We know that inflammatory bowel disease is so much more than just urgency and diarrhea. Many of the most impactful symptoms happen far outside the bathroom walls. And while some symptoms can be managed with an overall management plan, sometimes it’s helpful just to know you’re not the only one experiencing those lesser known, often invisible, symptoms that no one seems to talk about!

Here are a few of the less common symptoms discussed within our community. How does your IBD experience compare to that of others? Vote in the polls to see how others responded:

(1) Fatigue – Fatigue is often called the most under-managed problem for people with inflammatory bowel disease. In fact, the 1100 respondents in our Ulcerative Colitis in America survey ranked Fatigue as their most frequent symptom – above urgency and abdominal pain! And our Crohn’s disease In America survey respondents expressed a similar impact – 60% ranked fatigue as one of their most frequent symptoms, and 70% of those indicated that fatigue is the most difficult symptom to manage.

There are many factors that can cause and/or worsen this invisible symptom, and unfortunately, many friends and family underestimate its impact, which can lead to undeserved guilt and stress.

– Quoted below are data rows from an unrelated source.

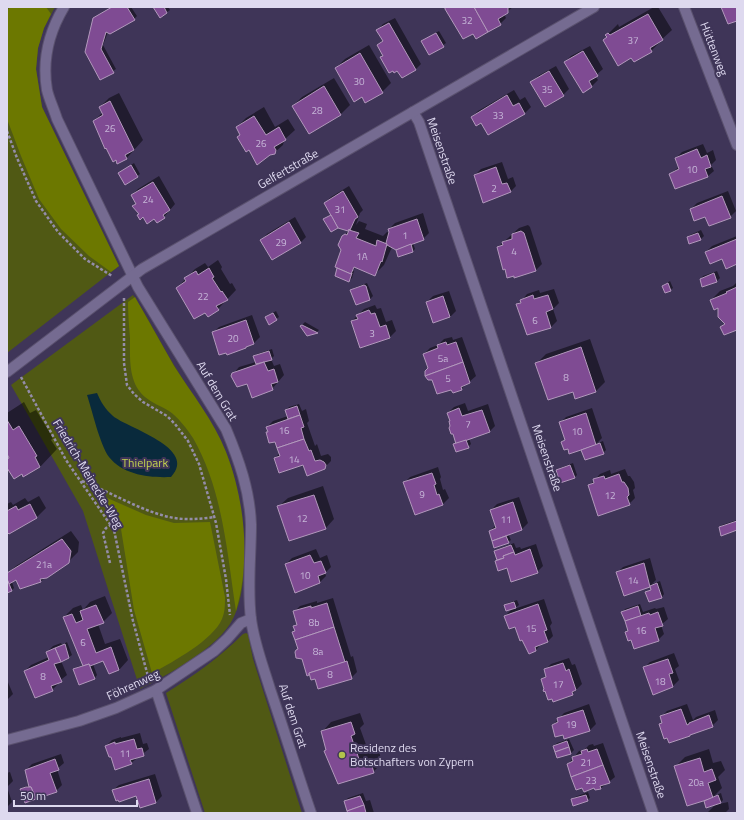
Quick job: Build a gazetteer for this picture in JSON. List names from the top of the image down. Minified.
{"streets":{"street":["Hüttenweg","Meisenstraße","Gelfertstraße","Auf dem Grat","Föhrenweg"],"path":["Friedrich-Meinecke-Weg"]},"crossings":[["Meisenstraße","Gelfertstraße"],["Gelfertstraße","Auf dem Grat"],["Auf dem Grat","Föhrenweg"]],"parks":["Thielpark"],"places":["Residenz des Botschafters von Zypern"],"house_numbers":["32","37","30","35","28","33","26","26","10","2","24","31","1","29","4","1A","22","6","3","20","5a","8","5","7","16","10","14","9","12","12","11","21a","10","14","8b","15","16","6","8a","8","8","18","17","19","11","21","23","20a"],"scale_bar":"50 m"}
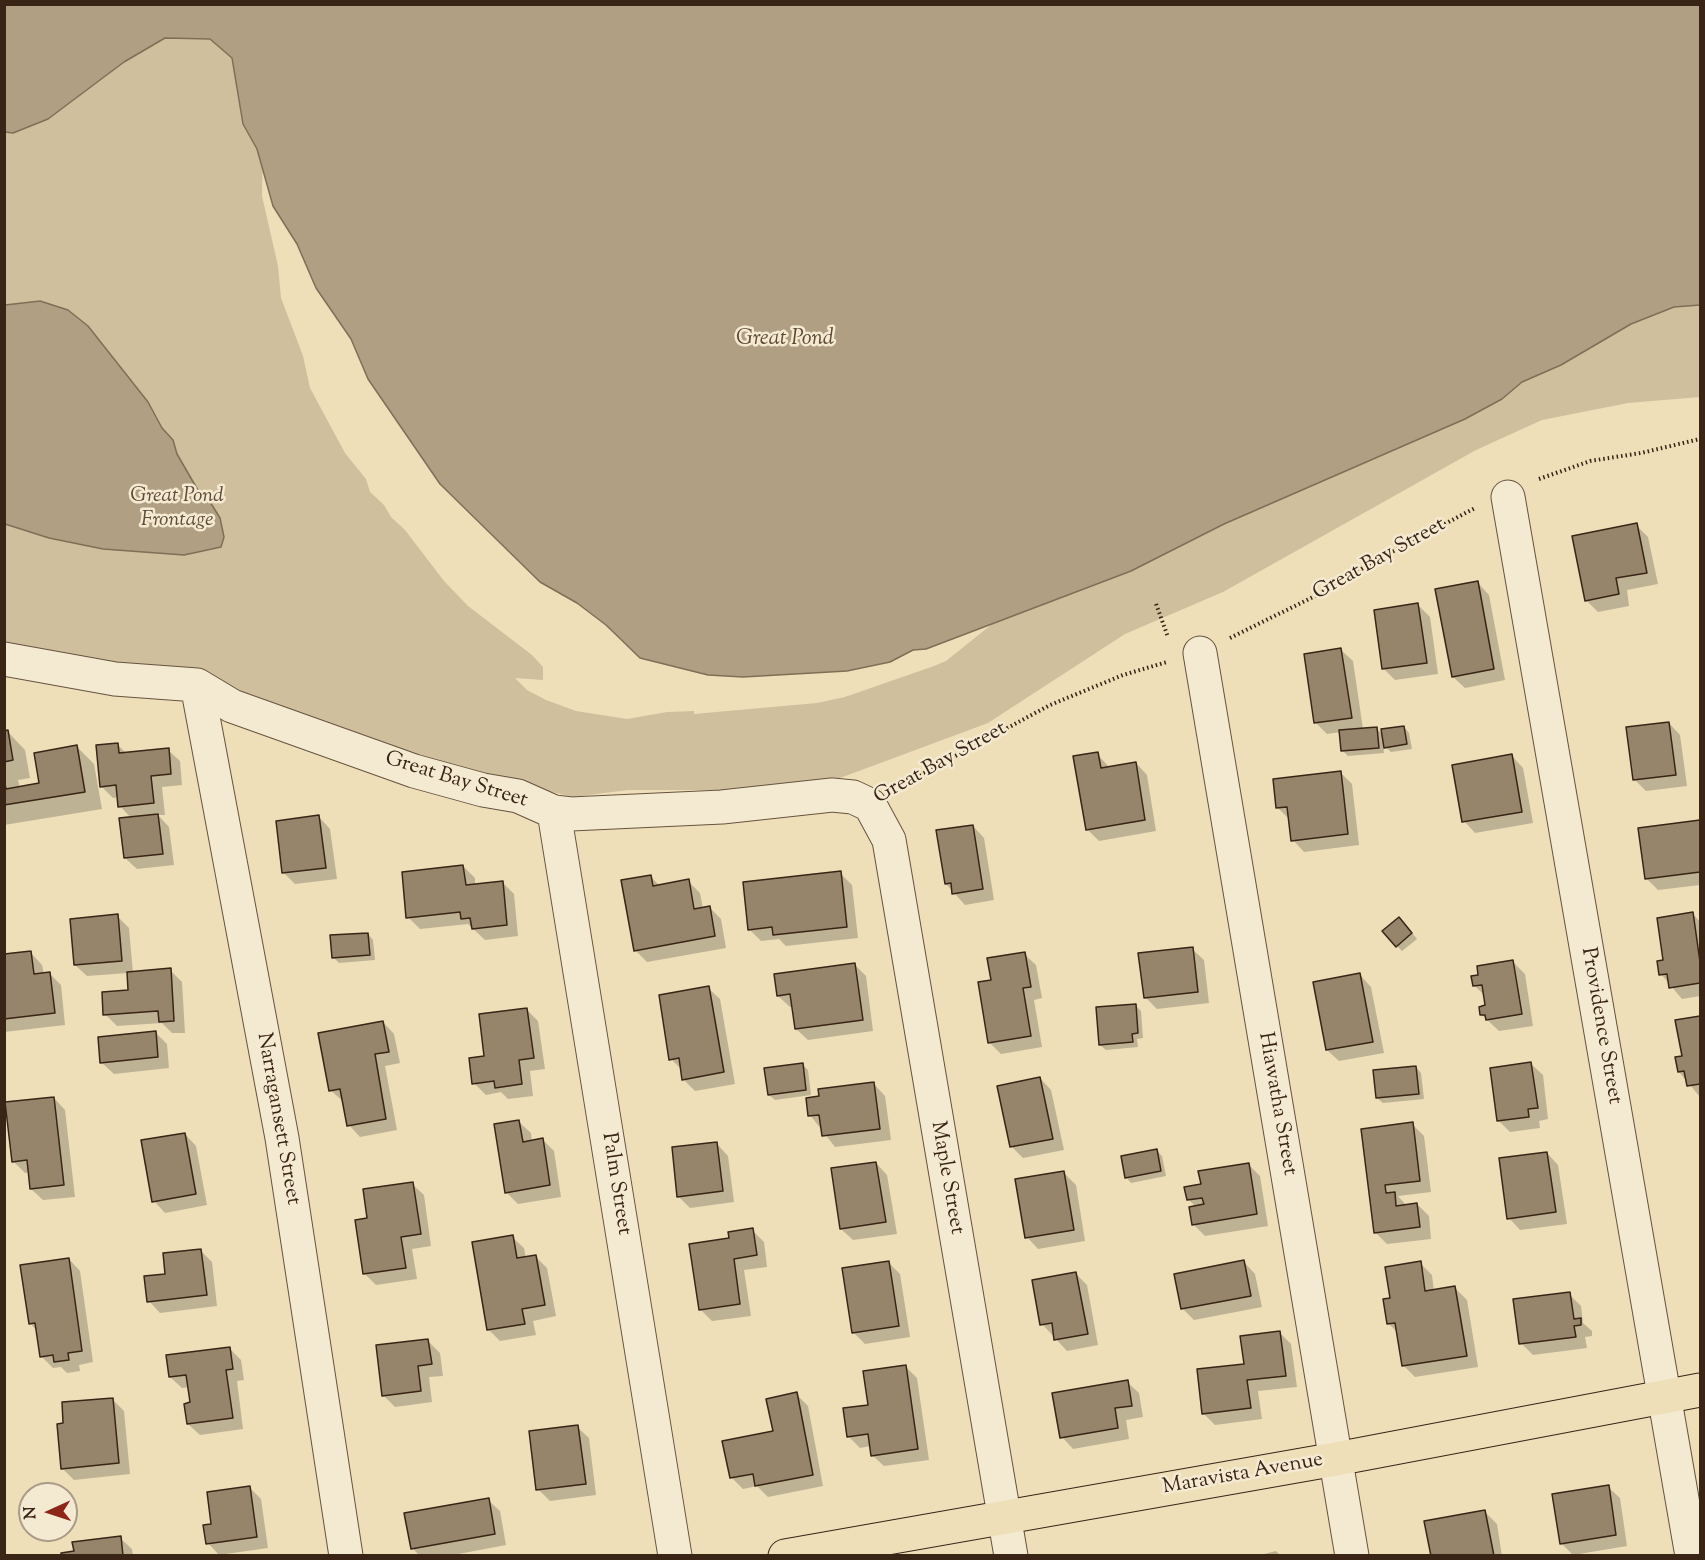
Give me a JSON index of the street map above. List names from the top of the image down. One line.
{"streets":{"main road":["Maravista Avenue"],"street":["Great Bay Street","Providence Street","Hiawatha Street","Narragansett Street","Maple Street","Palm Street"]},"crossings":[["Great Bay Street","Providence Street"],["Great Bay Street","Hiawatha Street"],["Great Bay Street","Narragansett Street"],["Great Bay Street","Maple Street"],["Great Bay Street","Palm Street"],["Providence Street","Maravista Avenue"],["Hiawatha Street","Maravista Avenue"],["Maple Street","Maravista Avenue"]],"water":["Great Pond"],"parks":["Great Pond Frontage"],"north":"left"}
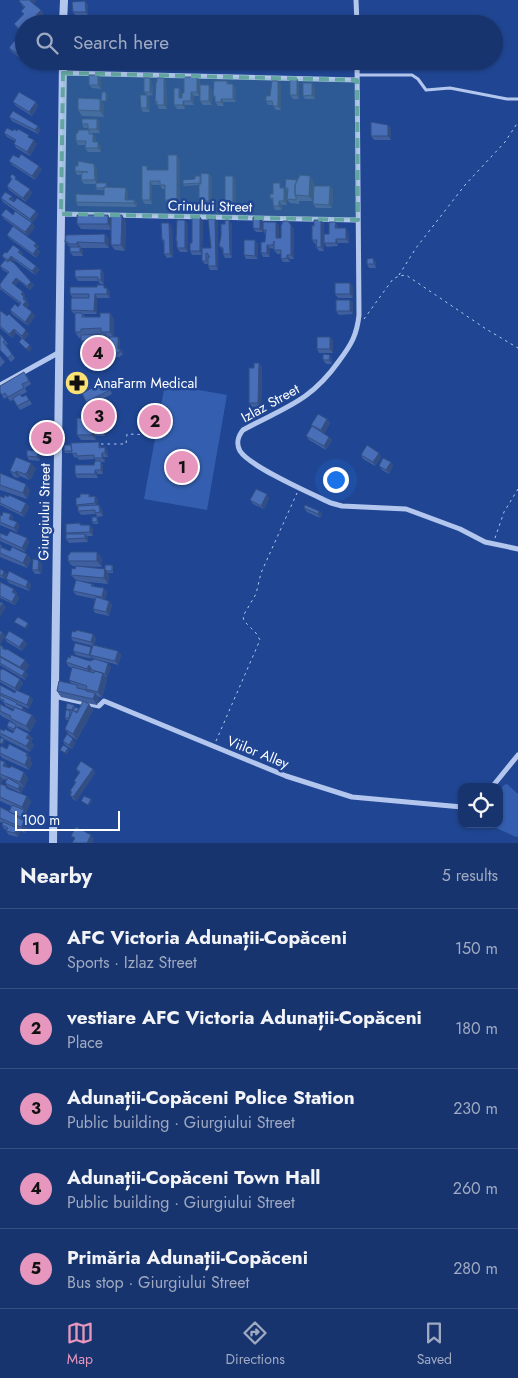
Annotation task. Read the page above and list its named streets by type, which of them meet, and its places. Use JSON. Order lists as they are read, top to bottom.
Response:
{
  "streets": {
    "street": [
      "Crinului Street",
      "Izlaz Street",
      "Giurgiului Street",
      "Viilor Alley"
    ]
  },
  "crossings": [
    ["Crinului Street", "Izlaz Street"],
    ["Crinului Street", "Giurgiului Street"],
    ["Giurgiului Street", "Viilor Alley"]
  ],
  "places": {
    "pharmacy": ["AnaFarm Medical"]
  },
  "scale_bar": "100 m",
  "page": {
    "search": "Search here",
    "pins": [
      "4",
      "3",
      "2",
      "5",
      "1"
    ],
    "scale": "100 m",
    "heading": ["Nearby", "5 results"],
    "list": [
      {
        "mark": "1",
        "name": "AFC Victoria Adunații-Copăceni",
        "note": "Sports · Izlaz Street",
        "value": "150 m"
      },
      {
        "mark": "2",
        "name": "vestiare AFC Victoria Adunații-Copăceni",
        "note": "Place",
        "value": "180 m"
      },
      {
        "mark": "3",
        "name": "Adunații-Copăceni Police Station",
        "note": "Public building · Giurgiului Street",
        "value": "230 m"
      },
      {
        "mark": "4",
        "name": "Adunații-Copăceni Town Hall",
        "note": "Public building · Giurgiului Street",
        "value": "260 m"
      },
      {
        "mark": "5",
        "name": "Primăria Adunații-Copăceni",
        "note": "Bus stop · Giurgiului Street",
        "value": "280 m"
      }
    ],
    "nav": ["Map", "Directions", "Saved"]
  }
}
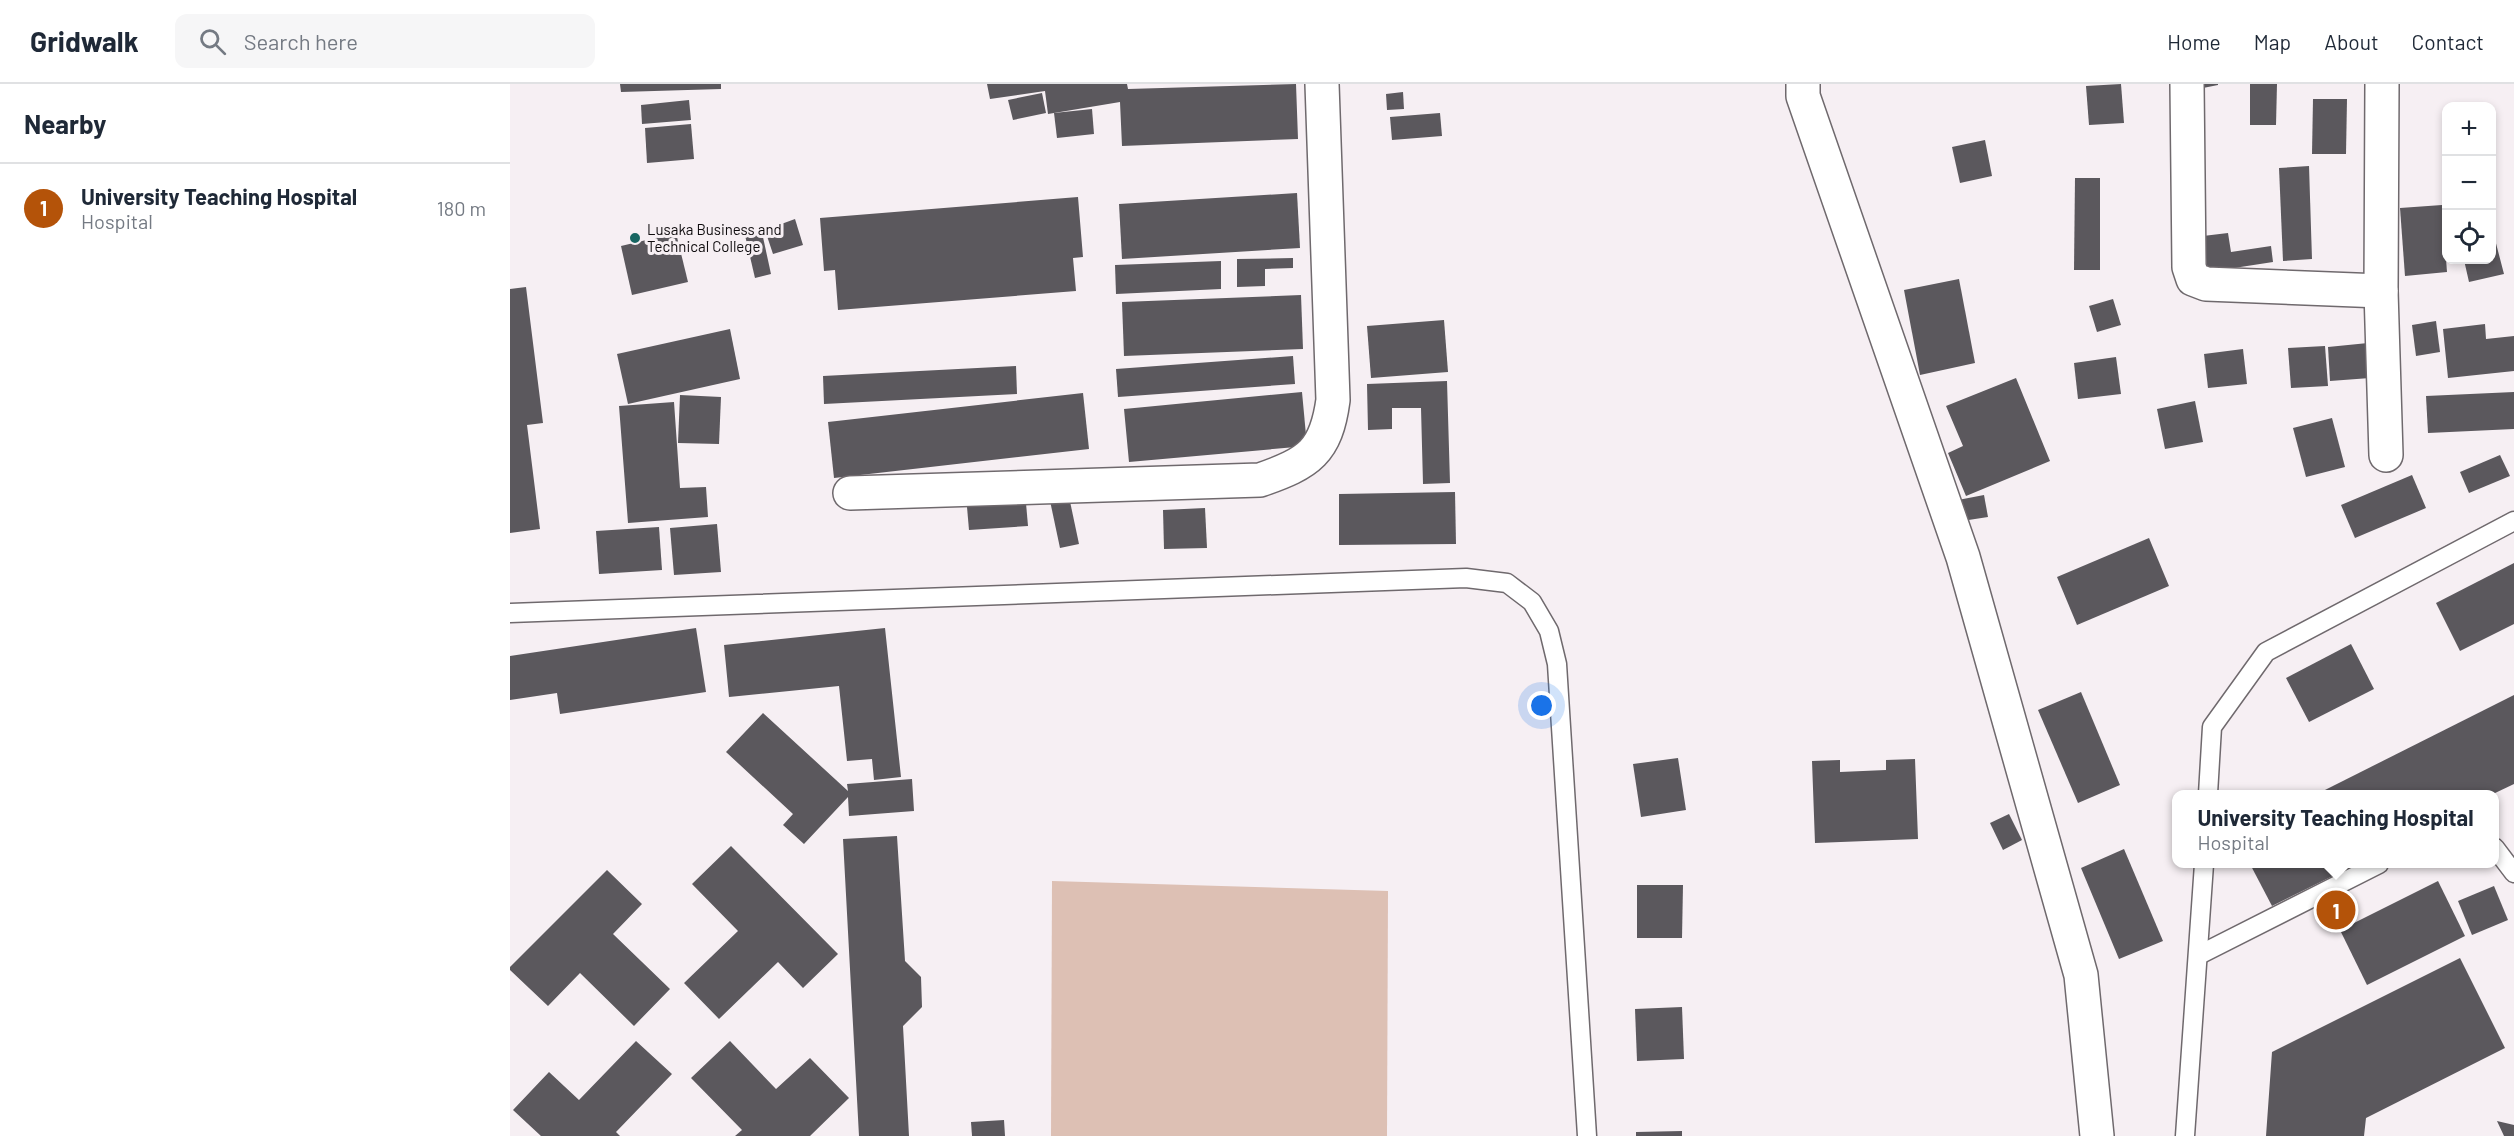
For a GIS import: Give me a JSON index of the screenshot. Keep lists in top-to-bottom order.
{
  "places": ["Lusaka Business and Technical College"],
  "page": {
    "header": "Gridwalk",
    "search": "Search here",
    "nav": [
      "Home",
      "Map",
      "About",
      "Contact"
    ],
    "heading": "Nearby",
    "map_buttons": ["+", "−"],
    "list": [
      {
        "mark": "1",
        "name": "University Teaching Hospital",
        "note": "Hospital",
        "value": "180 m"
      }
    ],
    "popup": ["University Teaching Hospital", "Hospital"],
    "pins": "1"
  }
}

(2) Joint Inflammation – While IBD is an inflammatory condition of the digestive tract, many experience what’s called “extra-intestinal manifestations,” or inflammation and symptoms outside the digestive tract which are more reminiscent of other autoimmune disease, such as rheumatoid arthritis or lupus. Almost 35% of individuals with Crohn’s disease experience joint inflammation or arthritis at some point. Peripheral arthritis, which affects the joints in the limbs, is the most common, but some also experience spinal arthritis, which affects the spine and back.

Despite the fact that this extra-intestinal inflammation occurs in over a third of the IBD population, there is little awareness society-wide.


(3) Fever & Night Sweats – If you’ve ever woken up at 3am drenched in sweat for no apparent reason, you’re probably familiar with fevers and night sweats. For all human bodies, not just for those with IBD, a fever is a response to disease or infection, and as such, it is unfortunately pretty common for those managing Crohn’s or UC. A fever could develop as a part of the inflammatory process, or it could be an indicator of more acute complication such as an abscess or toxic megacolon.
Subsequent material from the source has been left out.